→ **About this exercise**:
The response must contain every line below in which "place" appears.

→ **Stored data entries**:

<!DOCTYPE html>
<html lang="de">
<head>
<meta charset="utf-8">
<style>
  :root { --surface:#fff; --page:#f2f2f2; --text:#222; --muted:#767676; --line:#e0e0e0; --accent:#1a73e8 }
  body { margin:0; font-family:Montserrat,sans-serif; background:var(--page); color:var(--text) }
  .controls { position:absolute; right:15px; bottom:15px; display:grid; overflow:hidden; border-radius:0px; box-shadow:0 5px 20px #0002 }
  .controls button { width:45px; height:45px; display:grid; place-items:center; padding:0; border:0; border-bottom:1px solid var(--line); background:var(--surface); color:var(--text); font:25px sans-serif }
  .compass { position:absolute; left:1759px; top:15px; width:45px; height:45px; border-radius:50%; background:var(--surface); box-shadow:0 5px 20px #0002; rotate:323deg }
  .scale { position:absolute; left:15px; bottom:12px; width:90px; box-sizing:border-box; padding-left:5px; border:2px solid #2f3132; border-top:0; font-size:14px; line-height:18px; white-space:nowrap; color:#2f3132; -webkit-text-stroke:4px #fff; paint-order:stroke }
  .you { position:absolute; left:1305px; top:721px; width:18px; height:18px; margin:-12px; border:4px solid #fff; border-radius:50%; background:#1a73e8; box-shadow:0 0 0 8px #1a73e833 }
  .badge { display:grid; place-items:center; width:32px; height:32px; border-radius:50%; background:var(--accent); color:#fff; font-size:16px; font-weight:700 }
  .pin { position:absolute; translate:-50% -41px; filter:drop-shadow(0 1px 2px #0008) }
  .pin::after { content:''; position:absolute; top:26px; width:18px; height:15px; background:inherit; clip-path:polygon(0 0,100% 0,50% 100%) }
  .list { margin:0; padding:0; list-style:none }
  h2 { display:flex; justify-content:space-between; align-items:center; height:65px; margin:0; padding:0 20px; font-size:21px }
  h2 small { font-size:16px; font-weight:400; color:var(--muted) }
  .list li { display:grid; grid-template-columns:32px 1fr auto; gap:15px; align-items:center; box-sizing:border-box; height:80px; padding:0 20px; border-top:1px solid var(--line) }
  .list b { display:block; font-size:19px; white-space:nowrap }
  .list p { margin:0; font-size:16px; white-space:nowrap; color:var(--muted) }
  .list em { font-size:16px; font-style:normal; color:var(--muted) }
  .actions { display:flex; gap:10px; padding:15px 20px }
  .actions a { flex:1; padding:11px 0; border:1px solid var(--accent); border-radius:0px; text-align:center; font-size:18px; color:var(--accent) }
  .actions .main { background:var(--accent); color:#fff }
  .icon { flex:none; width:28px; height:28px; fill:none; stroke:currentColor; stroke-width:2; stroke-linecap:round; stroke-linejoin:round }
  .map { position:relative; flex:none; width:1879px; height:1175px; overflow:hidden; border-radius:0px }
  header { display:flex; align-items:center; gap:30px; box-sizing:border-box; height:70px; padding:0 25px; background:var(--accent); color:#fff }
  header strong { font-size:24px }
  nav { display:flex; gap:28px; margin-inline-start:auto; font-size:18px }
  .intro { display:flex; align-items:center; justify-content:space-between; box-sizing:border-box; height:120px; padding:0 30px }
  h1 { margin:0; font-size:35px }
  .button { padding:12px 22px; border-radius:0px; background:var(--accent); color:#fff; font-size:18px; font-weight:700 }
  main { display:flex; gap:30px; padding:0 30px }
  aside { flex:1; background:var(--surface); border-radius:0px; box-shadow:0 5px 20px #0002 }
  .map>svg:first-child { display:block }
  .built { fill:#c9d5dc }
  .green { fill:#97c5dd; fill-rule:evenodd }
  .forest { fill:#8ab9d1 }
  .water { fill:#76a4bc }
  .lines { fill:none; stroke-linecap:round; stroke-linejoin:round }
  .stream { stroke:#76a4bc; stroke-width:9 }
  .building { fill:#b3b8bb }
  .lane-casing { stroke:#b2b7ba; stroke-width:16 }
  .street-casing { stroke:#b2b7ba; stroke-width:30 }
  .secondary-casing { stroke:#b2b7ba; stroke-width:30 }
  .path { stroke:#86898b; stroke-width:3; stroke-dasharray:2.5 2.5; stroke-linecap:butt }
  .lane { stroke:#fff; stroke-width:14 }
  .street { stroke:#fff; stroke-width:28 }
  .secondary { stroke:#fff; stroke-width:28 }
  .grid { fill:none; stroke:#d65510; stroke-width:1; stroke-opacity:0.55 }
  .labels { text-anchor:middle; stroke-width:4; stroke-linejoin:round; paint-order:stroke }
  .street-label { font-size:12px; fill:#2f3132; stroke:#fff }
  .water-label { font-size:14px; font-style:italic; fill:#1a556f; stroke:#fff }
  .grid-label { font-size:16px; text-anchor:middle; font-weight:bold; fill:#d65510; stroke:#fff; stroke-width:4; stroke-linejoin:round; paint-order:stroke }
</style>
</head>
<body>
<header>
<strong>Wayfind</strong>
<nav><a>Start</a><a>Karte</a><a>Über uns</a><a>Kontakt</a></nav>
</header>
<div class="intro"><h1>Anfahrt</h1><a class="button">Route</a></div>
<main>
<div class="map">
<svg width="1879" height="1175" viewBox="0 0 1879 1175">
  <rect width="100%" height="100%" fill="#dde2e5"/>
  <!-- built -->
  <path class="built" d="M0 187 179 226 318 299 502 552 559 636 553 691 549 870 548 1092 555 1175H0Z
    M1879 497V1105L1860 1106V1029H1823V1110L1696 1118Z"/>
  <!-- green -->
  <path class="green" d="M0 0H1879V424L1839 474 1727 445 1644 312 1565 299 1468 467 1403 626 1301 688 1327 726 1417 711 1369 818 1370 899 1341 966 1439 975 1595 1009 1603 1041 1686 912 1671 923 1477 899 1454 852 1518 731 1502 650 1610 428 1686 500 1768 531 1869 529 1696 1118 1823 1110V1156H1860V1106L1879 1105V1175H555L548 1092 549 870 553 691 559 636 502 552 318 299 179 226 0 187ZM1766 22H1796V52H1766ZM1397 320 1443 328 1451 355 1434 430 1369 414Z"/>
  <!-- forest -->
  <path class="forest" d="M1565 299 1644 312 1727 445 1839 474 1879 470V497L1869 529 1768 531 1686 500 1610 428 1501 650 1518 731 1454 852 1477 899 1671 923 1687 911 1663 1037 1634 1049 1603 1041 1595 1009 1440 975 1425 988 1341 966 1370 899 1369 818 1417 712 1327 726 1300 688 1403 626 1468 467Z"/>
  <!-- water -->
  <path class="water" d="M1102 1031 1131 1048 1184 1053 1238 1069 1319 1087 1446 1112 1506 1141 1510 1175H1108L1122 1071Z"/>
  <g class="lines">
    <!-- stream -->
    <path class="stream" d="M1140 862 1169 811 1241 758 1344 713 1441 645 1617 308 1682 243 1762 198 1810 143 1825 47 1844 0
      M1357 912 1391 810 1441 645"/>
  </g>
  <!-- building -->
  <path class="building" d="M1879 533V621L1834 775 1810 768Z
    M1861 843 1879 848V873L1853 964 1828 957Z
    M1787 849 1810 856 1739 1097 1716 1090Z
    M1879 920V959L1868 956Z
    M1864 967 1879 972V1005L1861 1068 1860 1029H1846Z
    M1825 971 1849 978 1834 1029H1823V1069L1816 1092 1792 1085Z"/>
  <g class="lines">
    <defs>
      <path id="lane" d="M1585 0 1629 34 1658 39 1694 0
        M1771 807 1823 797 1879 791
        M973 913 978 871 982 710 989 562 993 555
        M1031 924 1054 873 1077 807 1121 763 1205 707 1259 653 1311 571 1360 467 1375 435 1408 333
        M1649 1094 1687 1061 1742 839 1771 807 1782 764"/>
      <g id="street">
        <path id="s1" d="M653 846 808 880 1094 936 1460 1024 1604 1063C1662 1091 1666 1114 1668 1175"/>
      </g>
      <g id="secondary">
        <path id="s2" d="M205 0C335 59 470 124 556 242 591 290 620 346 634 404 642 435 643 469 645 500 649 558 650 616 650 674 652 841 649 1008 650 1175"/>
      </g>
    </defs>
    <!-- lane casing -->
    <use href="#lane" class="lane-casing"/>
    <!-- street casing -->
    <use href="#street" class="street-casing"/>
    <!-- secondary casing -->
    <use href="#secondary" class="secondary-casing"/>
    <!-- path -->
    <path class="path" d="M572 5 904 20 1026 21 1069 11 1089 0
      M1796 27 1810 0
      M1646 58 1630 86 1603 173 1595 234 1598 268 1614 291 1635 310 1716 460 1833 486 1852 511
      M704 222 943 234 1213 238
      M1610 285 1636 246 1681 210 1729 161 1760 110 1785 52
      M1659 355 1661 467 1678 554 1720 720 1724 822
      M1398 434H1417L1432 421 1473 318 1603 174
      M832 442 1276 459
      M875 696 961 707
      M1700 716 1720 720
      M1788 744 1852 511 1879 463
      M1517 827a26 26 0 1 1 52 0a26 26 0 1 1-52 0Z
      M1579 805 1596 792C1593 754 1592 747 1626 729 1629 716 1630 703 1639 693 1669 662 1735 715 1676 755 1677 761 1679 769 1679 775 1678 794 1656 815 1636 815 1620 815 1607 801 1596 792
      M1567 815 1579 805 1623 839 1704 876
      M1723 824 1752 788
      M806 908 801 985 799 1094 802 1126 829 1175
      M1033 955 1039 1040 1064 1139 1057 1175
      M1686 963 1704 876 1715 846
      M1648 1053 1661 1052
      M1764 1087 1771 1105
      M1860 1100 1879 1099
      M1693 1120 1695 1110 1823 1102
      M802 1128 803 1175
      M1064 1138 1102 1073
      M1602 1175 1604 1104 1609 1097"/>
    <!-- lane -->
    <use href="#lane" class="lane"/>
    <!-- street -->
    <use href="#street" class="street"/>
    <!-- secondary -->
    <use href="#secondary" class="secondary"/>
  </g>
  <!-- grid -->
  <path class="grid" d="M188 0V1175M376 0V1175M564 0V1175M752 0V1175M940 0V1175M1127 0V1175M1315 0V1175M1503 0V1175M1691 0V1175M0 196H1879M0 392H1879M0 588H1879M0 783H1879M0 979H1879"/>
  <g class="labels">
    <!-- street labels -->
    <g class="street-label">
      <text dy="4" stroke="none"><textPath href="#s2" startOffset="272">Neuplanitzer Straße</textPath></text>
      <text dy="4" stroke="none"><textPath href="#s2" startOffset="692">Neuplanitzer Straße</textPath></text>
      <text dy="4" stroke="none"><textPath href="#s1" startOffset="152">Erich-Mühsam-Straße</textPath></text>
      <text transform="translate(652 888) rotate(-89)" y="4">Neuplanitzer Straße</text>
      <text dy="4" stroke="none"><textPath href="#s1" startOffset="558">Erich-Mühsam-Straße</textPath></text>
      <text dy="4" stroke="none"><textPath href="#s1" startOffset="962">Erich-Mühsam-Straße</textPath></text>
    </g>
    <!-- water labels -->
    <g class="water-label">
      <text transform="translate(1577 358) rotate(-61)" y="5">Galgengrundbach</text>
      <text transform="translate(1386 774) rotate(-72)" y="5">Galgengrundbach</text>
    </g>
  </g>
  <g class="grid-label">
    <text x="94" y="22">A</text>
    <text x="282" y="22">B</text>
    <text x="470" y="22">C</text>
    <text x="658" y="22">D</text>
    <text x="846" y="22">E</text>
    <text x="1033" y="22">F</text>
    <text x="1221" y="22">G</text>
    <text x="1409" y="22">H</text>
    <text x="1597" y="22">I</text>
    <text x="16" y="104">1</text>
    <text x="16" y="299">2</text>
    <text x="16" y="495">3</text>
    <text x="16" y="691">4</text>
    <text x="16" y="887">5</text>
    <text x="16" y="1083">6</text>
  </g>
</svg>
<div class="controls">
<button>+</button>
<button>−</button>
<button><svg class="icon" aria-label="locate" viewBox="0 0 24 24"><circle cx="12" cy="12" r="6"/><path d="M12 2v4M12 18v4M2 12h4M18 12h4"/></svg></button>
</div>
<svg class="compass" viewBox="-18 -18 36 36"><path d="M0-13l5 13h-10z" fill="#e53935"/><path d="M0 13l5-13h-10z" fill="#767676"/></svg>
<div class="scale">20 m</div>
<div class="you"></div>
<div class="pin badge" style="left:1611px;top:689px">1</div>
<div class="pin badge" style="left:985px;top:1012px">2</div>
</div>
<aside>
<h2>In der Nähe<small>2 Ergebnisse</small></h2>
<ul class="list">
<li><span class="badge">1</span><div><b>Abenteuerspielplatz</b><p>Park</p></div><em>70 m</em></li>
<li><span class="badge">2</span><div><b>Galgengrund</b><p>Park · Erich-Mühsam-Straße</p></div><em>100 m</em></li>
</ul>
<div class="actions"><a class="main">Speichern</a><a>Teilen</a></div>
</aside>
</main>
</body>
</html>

→ **Result of the task**:
  .controls button { width:45px; height:45px; display:grid; place-items:center; padding:0; border:0; border-bottom:1px solid var(--line); background:var(--surface); color:var(--text); font:25px sans-serif }
  .badge { display:grid; place-items:center; width:32px; height:32px; border-radius:50%; background:var(--accent); color:#fff; font-size:16px; font-weight:700 }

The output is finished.